> _What the task requires_
Please give the number of lines in the listing that include the word "buttons", with no other words.

> _Excerpted data_
※

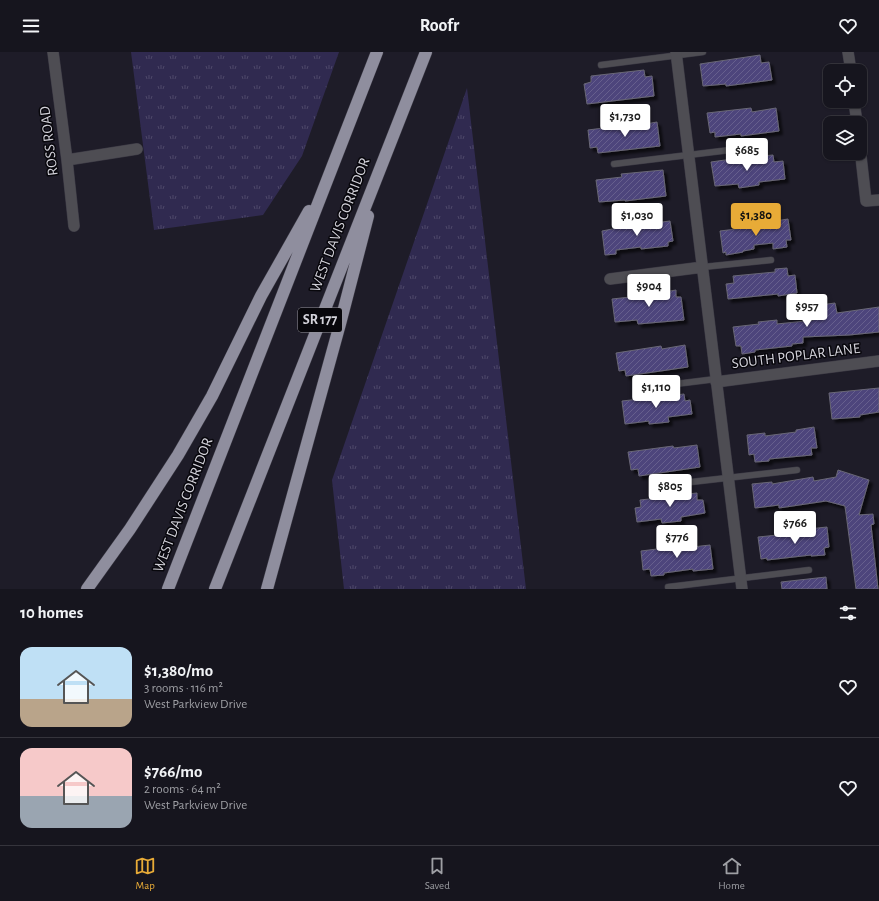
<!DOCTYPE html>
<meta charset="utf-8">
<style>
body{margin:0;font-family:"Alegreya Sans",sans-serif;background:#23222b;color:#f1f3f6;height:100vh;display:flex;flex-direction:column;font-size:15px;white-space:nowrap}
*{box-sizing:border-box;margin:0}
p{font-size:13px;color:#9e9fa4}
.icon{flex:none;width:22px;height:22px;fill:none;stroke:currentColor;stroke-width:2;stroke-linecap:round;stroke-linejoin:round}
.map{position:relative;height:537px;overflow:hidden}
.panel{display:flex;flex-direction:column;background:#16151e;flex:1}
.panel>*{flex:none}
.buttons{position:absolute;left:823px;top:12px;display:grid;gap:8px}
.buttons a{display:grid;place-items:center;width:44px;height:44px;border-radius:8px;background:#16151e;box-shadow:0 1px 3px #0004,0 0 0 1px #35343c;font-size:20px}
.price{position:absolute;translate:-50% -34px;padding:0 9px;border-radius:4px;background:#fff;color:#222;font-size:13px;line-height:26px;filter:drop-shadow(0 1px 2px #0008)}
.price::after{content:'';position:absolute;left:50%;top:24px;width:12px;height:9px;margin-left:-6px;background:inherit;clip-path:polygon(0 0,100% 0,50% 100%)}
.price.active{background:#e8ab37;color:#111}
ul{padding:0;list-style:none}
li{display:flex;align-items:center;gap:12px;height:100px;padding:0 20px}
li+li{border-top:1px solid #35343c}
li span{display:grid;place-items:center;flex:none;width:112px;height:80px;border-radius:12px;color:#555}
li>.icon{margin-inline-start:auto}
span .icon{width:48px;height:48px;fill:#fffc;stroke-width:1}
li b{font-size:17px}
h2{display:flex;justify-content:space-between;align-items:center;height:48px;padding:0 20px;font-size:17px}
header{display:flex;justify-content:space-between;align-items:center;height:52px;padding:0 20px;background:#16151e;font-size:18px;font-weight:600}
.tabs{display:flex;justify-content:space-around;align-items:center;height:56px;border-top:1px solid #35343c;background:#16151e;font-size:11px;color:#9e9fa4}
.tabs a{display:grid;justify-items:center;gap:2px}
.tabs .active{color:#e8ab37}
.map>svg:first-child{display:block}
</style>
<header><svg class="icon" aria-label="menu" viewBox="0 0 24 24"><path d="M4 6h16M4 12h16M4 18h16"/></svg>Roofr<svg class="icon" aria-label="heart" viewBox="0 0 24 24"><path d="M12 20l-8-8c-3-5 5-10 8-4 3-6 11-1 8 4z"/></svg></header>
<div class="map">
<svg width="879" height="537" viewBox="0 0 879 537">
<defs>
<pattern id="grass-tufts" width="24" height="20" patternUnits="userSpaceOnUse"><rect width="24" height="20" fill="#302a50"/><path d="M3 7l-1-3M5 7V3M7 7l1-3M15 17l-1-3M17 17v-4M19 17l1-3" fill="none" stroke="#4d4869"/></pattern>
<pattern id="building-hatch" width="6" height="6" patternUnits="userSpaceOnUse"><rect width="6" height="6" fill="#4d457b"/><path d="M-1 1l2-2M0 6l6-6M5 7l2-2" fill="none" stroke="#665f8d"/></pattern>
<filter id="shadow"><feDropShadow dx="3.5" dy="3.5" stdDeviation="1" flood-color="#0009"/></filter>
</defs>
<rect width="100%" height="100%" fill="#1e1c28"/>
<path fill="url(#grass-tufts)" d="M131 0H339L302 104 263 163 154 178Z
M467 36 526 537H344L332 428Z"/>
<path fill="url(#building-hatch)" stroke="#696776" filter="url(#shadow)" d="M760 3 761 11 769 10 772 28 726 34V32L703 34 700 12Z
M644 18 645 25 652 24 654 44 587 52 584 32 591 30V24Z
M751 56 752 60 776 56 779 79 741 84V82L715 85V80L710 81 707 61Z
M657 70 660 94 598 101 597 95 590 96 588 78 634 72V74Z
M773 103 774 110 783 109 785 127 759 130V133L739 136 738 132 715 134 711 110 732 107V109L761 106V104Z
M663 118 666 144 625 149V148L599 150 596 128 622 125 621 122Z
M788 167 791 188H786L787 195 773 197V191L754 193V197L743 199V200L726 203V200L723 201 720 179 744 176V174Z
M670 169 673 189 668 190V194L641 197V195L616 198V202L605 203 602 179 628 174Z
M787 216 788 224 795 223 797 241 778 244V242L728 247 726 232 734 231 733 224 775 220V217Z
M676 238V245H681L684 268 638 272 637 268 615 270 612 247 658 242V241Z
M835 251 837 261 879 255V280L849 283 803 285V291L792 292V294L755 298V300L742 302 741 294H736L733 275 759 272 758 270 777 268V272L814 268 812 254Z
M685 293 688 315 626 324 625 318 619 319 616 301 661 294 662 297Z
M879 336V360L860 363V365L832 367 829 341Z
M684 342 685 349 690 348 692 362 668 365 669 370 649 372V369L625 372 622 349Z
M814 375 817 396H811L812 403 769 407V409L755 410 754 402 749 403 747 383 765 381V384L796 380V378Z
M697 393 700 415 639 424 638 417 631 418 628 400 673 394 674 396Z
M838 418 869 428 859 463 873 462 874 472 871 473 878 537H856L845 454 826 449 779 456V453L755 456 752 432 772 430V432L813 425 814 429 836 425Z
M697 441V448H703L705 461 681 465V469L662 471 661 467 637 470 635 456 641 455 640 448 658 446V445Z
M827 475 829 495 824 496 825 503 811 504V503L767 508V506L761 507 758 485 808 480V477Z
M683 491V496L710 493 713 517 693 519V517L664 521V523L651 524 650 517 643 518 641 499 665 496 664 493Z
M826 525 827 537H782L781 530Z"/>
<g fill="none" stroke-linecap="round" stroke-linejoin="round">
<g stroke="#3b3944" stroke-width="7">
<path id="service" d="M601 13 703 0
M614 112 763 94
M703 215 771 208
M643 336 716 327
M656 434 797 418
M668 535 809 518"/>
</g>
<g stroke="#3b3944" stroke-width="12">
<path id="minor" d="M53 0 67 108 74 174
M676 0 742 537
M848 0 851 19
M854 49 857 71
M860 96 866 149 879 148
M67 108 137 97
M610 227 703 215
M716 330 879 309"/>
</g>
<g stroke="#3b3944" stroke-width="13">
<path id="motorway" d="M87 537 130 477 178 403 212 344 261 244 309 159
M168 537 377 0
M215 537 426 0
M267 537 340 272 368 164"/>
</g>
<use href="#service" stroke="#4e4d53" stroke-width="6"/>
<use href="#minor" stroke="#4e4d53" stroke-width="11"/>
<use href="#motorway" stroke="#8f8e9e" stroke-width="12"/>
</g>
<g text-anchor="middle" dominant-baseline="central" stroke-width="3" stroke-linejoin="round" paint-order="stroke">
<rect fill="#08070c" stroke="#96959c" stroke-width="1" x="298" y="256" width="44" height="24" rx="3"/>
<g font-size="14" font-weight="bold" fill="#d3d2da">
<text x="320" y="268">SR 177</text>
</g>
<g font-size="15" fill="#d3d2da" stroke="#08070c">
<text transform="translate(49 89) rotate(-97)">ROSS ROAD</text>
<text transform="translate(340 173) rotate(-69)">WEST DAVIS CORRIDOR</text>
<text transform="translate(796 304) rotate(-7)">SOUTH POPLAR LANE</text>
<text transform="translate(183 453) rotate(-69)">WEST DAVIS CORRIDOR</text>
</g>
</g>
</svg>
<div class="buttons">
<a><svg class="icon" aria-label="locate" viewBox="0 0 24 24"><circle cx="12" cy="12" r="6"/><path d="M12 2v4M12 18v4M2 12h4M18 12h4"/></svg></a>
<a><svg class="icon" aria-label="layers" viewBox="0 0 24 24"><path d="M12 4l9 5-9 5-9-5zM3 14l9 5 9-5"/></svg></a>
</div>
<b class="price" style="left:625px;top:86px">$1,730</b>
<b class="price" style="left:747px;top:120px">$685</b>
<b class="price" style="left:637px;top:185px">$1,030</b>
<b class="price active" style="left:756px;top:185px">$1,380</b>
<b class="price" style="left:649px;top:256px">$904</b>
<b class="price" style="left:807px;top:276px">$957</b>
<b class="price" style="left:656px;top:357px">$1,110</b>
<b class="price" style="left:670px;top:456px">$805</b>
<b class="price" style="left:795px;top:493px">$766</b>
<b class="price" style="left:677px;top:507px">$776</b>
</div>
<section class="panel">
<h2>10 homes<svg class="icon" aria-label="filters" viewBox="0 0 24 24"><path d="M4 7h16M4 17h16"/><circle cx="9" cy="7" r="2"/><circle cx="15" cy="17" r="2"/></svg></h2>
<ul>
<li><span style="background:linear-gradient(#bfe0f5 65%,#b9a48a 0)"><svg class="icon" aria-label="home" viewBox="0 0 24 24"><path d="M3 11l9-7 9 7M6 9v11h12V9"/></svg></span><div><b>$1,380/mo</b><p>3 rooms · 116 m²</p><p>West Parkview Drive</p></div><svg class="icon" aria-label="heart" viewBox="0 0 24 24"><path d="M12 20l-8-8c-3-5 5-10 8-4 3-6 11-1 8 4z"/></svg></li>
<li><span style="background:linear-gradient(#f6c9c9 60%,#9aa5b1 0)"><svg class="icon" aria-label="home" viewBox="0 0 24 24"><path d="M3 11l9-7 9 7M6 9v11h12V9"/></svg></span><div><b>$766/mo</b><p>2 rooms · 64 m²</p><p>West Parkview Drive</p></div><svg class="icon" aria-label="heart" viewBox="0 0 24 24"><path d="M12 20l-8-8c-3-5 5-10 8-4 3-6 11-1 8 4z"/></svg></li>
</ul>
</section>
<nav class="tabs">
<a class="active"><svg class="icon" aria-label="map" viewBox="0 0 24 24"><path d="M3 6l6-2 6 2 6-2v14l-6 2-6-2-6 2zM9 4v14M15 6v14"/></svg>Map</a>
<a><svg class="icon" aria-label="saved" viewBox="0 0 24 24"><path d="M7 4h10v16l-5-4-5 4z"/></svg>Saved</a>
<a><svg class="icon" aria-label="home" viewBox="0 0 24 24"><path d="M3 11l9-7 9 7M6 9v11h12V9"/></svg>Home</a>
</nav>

※

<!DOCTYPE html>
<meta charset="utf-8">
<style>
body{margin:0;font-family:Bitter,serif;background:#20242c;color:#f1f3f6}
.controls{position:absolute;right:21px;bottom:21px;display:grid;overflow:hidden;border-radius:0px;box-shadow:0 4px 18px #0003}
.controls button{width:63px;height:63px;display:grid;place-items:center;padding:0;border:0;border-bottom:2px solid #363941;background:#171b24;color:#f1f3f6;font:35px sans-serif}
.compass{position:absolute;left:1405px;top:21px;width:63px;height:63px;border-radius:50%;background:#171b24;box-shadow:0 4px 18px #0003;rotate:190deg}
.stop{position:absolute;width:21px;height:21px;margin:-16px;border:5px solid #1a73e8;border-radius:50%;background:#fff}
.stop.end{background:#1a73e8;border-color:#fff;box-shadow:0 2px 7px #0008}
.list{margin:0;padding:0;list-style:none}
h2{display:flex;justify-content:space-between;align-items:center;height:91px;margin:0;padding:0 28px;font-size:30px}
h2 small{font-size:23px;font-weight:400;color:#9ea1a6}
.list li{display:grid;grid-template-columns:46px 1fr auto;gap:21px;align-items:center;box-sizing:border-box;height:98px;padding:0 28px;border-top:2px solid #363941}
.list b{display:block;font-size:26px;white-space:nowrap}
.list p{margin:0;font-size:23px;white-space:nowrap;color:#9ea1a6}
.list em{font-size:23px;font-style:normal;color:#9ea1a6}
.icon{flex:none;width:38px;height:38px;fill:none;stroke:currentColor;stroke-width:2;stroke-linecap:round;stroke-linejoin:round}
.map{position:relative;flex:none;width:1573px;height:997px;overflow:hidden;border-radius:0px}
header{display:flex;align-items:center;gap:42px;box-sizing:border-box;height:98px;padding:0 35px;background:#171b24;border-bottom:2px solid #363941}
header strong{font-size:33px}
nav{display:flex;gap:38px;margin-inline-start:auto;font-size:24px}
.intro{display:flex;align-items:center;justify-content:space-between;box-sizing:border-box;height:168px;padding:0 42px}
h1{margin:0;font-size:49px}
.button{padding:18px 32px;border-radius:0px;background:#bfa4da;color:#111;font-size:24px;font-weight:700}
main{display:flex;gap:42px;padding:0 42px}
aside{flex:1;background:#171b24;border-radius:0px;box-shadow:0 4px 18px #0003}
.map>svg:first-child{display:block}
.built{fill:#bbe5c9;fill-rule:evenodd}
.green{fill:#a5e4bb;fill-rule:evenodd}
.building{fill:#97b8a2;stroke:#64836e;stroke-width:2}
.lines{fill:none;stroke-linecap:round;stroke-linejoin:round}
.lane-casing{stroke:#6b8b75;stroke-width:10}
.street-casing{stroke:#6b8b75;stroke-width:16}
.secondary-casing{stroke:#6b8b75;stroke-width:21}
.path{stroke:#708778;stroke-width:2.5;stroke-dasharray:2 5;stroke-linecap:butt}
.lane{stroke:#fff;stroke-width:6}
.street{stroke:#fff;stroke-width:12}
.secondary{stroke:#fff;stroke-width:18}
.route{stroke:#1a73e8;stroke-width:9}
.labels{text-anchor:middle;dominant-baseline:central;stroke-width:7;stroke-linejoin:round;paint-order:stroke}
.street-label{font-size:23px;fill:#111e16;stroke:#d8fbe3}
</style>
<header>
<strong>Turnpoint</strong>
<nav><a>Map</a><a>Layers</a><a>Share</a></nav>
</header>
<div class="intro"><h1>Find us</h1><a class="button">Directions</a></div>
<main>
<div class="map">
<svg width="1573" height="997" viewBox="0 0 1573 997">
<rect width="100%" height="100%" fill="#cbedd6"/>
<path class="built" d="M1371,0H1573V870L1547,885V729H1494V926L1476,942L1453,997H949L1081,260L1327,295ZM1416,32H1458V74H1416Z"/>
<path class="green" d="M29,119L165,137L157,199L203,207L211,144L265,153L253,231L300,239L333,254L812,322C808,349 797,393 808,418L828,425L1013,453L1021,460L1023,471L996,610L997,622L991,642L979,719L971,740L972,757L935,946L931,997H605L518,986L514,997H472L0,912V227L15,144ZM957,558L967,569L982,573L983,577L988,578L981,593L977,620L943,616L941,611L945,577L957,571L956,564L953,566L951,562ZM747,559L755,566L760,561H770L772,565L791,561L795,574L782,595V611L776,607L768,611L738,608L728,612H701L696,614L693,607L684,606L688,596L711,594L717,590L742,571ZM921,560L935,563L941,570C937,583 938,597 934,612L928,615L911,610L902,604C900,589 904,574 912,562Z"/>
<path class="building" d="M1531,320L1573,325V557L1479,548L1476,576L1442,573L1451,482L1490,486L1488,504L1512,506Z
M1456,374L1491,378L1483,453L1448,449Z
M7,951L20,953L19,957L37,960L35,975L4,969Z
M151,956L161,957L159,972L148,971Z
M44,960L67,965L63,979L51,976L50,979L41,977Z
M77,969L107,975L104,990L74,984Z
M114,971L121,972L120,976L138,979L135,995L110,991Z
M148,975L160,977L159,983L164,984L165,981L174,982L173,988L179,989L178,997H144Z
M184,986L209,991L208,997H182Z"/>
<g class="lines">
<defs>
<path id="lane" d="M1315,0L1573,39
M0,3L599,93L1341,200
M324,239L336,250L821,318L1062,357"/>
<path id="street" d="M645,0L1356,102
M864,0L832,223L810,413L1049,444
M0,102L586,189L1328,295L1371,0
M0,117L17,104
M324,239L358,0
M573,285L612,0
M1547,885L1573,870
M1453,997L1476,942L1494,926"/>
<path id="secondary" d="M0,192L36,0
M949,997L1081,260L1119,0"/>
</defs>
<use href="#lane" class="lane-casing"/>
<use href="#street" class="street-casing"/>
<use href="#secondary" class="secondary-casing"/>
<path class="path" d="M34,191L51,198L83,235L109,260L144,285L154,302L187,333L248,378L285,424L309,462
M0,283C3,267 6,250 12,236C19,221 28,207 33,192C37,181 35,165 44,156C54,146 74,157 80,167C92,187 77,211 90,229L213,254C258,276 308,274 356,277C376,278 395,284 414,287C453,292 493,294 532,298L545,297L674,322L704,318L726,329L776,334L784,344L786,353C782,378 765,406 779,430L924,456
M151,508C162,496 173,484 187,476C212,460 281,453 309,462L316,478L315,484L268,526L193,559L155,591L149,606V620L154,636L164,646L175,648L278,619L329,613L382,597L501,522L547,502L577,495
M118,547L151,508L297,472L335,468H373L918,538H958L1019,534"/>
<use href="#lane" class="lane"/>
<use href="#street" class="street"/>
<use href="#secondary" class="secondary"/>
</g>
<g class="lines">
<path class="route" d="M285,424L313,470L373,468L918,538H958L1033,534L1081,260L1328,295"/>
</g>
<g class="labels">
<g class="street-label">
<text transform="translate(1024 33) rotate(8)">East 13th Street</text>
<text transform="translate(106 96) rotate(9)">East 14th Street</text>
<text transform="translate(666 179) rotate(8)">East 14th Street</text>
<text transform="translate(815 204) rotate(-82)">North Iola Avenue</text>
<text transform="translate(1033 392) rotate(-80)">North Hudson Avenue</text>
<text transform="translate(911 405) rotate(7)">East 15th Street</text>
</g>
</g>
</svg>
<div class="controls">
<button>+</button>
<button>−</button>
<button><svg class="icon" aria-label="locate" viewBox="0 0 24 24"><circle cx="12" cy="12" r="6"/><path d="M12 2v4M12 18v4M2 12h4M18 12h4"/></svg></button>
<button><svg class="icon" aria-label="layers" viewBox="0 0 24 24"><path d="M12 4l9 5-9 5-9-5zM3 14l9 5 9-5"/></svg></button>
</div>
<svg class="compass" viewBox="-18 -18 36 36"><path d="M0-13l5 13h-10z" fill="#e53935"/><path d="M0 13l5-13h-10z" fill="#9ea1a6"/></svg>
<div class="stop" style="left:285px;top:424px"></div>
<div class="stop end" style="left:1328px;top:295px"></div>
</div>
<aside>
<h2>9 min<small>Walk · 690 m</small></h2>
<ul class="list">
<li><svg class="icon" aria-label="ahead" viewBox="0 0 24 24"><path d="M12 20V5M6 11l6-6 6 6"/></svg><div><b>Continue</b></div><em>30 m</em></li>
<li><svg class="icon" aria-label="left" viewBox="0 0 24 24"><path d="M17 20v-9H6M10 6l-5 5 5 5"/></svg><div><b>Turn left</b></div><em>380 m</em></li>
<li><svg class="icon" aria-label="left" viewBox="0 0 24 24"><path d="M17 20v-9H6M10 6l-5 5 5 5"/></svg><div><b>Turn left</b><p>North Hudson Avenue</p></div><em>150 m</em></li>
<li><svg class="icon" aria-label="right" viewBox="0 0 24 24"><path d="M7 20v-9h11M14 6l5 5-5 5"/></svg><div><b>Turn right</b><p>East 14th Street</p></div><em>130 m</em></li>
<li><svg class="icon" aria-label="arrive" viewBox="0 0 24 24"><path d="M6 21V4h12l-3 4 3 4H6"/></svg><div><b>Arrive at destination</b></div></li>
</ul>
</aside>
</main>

※

> _Output_
3